Characterization of superconducting nanowire single-photon detector with artificial constrictions
Ling Zhang, Lixing You, Dengkuan Liu, Weijun Zhang, Lu Zhang, Xiaoyu, Liu, Junjie Wu, Yuhao He, Chaolin Lv, Zhen Wang, and Xiaoming Xie

TL;DR
This study investigates how artificial constrictions in superconducting nanowire single-photon detectors affect their performance, revealing that dark counts originate from constrictions and confirming their impact on detection efficiency.
Contribution
The paper introduces a method to fabricate artificial constrictions in SNSPDs and systematically studies their influence on detector performance, providing direct evidence of constrictions' effects.
Findings
Dark counts originate from a single constriction.
Artificial constrictions affect detection efficiency.
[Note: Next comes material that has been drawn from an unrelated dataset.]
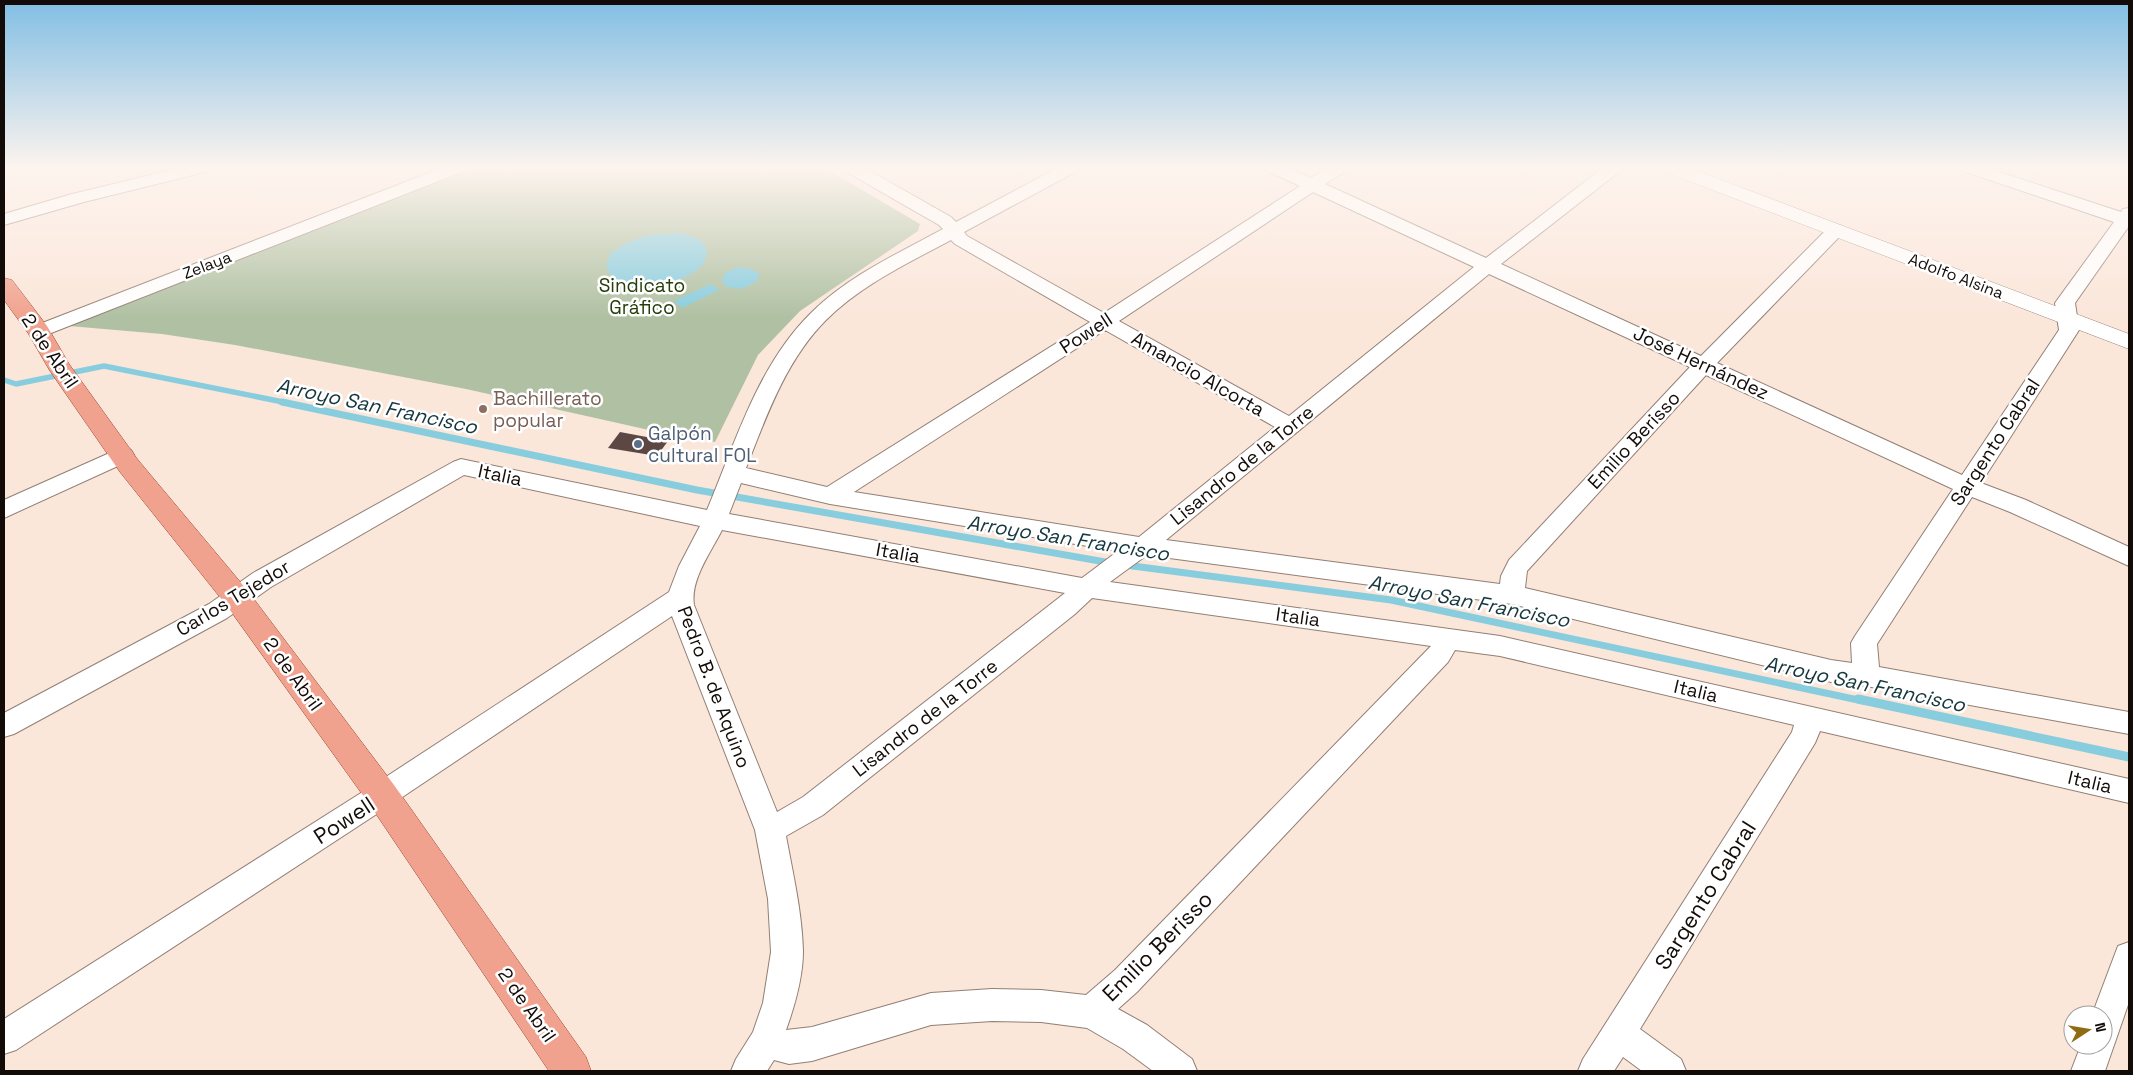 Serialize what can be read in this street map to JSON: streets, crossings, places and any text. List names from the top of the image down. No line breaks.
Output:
{"streets":{"main road":["2 de Abril"],"street":["Zelaya","Adolfo Alsina","Powell","José Hernández","Amancio Alcorta","Emilio Berisso","Sargento Cabral","Lisandro de la Torre","Italia","Carlos Tejedor","Pedro B. de Aquino"]},"crossings":[["Zelaya","2 de Abril"],["Adolfo Alsina","Emilio Berisso"],["Adolfo Alsina","Sargento Cabral"],["Powell","2 de Abril"],["Powell","Amancio Alcorta"],["Powell","Italia"],["Powell","Pedro B. de Aquino"],["2 de Abril","Carlos Tejedor"],["José Hernández","Emilio Berisso"],["José Hernández","Sargento Cabral"],["José Hernández","Lisandro de la Torre"],["Amancio Alcorta","Lisandro de la Torre"],["Amancio Alcorta","Pedro B. de Aquino"],["Emilio Berisso","Italia"],["Emilio Berisso","Pedro B. de Aquino"],["Sargento Cabral","Italia"],["Lisandro de la Torre","Italia"],["Lisandro de la Torre","Pedro B. de Aquino"],["Italia","Carlos Tejedor"],["Italia","Pedro B. de Aquino"]],"water":["Arroyo San Francisco"],"parks":["Sindicato Gráfico"],"places":["Bachillerato popular","Galpón cultural FOL"],"north":"right"} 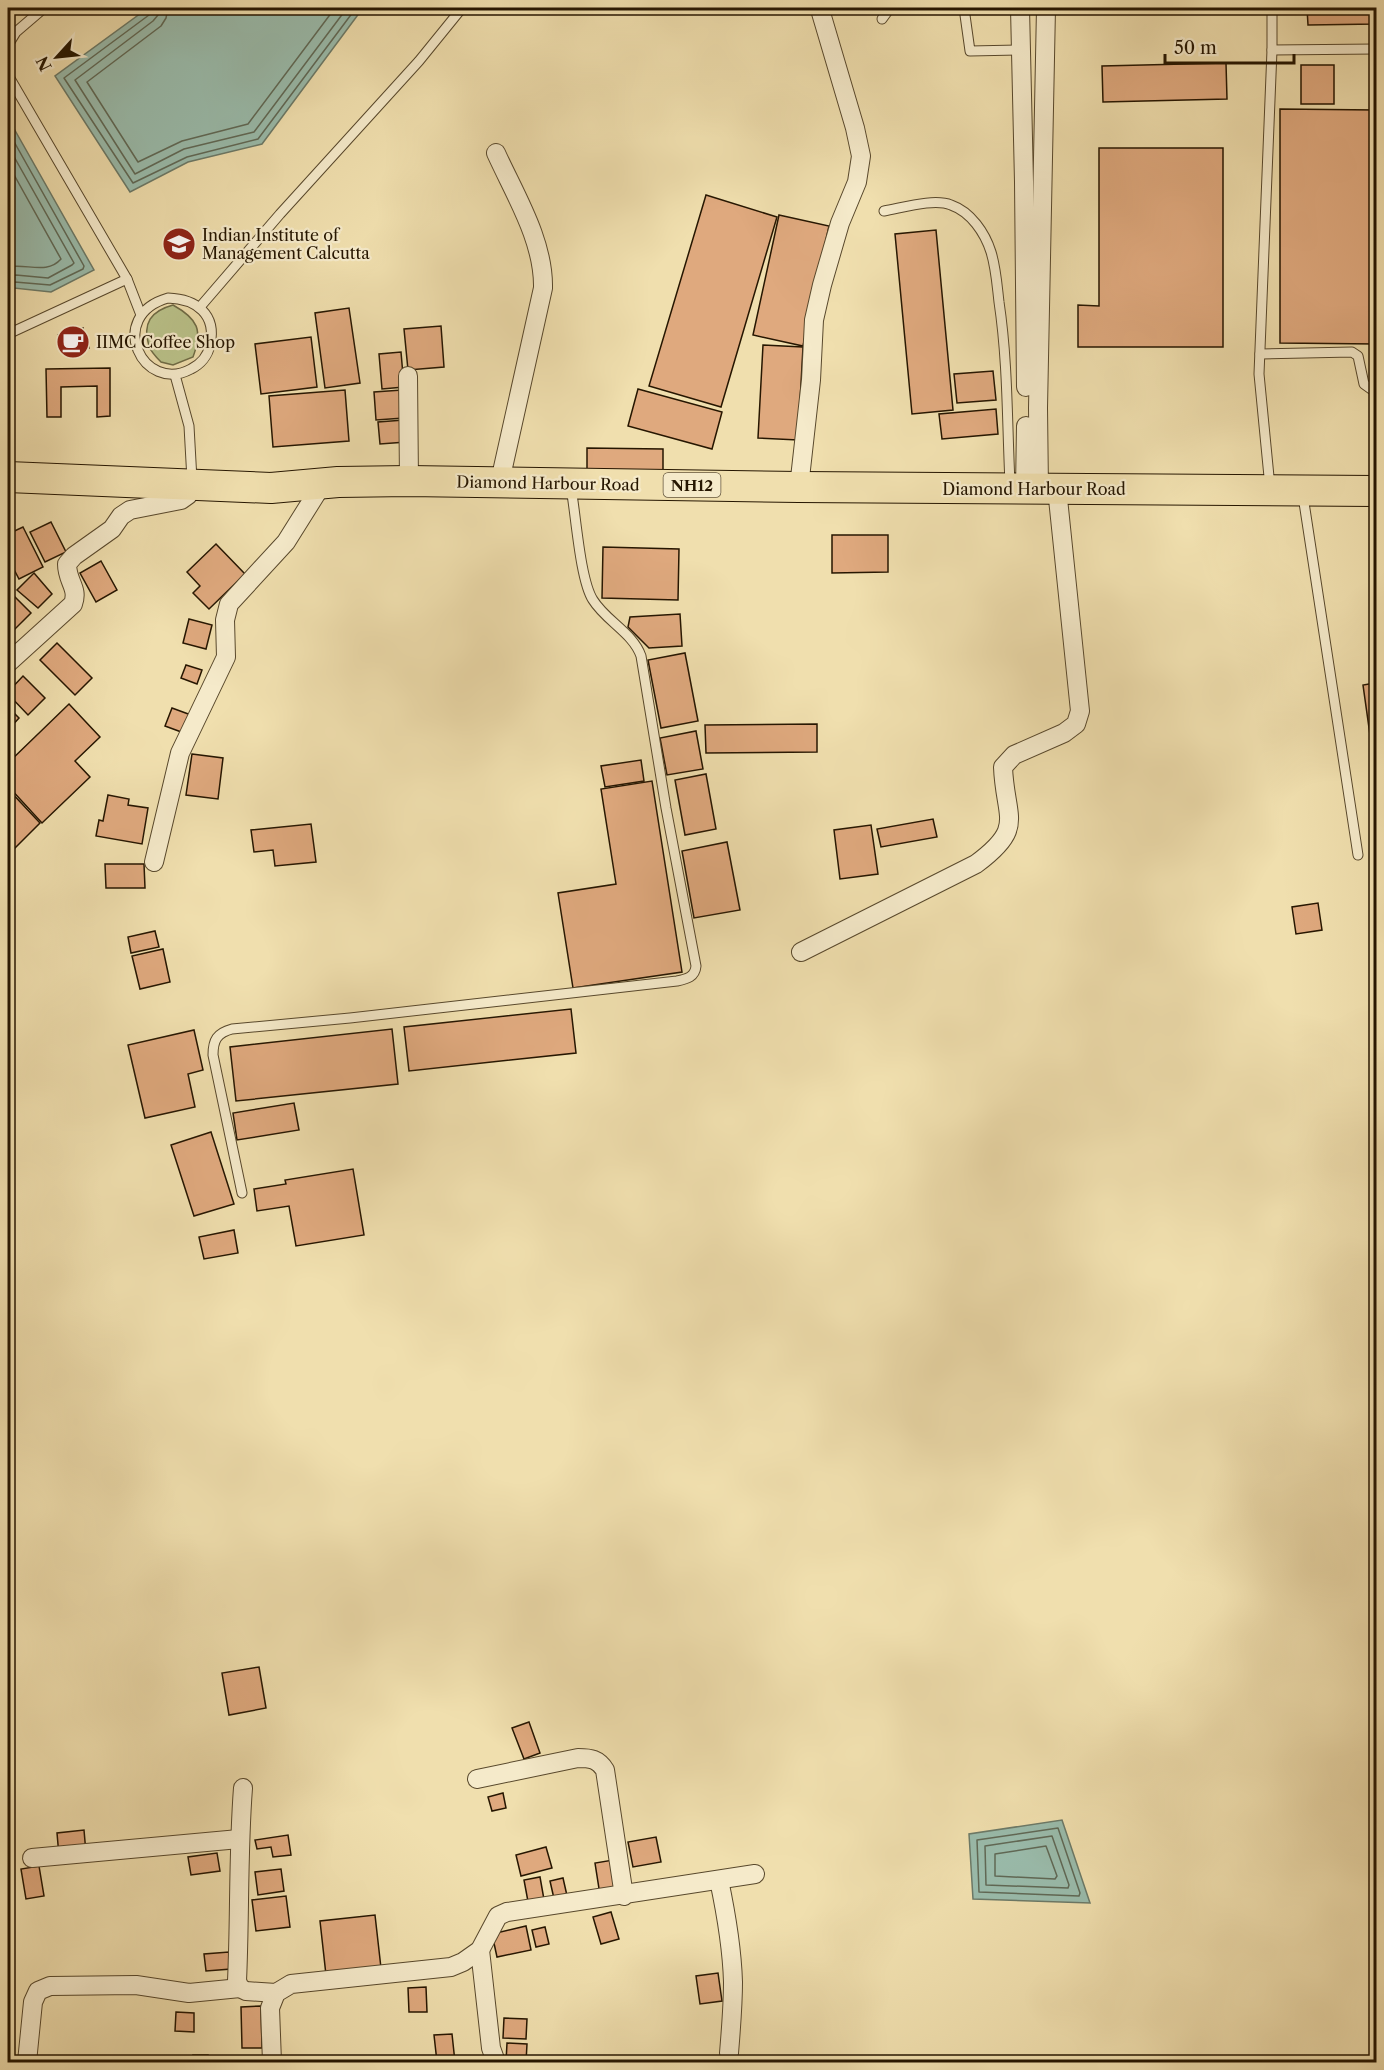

Constrictions influence kinetic inductance and bias current relationship.
Abstract
Statistical studies on the performance of different superconducting nanowire single-photon detectors (SNSPDs) on one chip suggested that random constrictions existed in the nanowire that were barely registered by scanning electron microscopy. With the aid of advanced e-beam lithography, artificial geometric constrictions were fabricated on SNSPDs as well as single nanowires. In this way, we studied the influence of artificial constrictions on SNSPDs in a straight forward manner. By introducing artificial constrictions with different wire widths in single nanowires, we concluded that the dark counts of SNSPDs originate from a single constriction. Further introducing artificial constrictions in SNSPDs, we studied the relationship between detection efficiency and kinetic inductance and the bias current, confirming the hypothesis that constrictions exist in SNSPDs.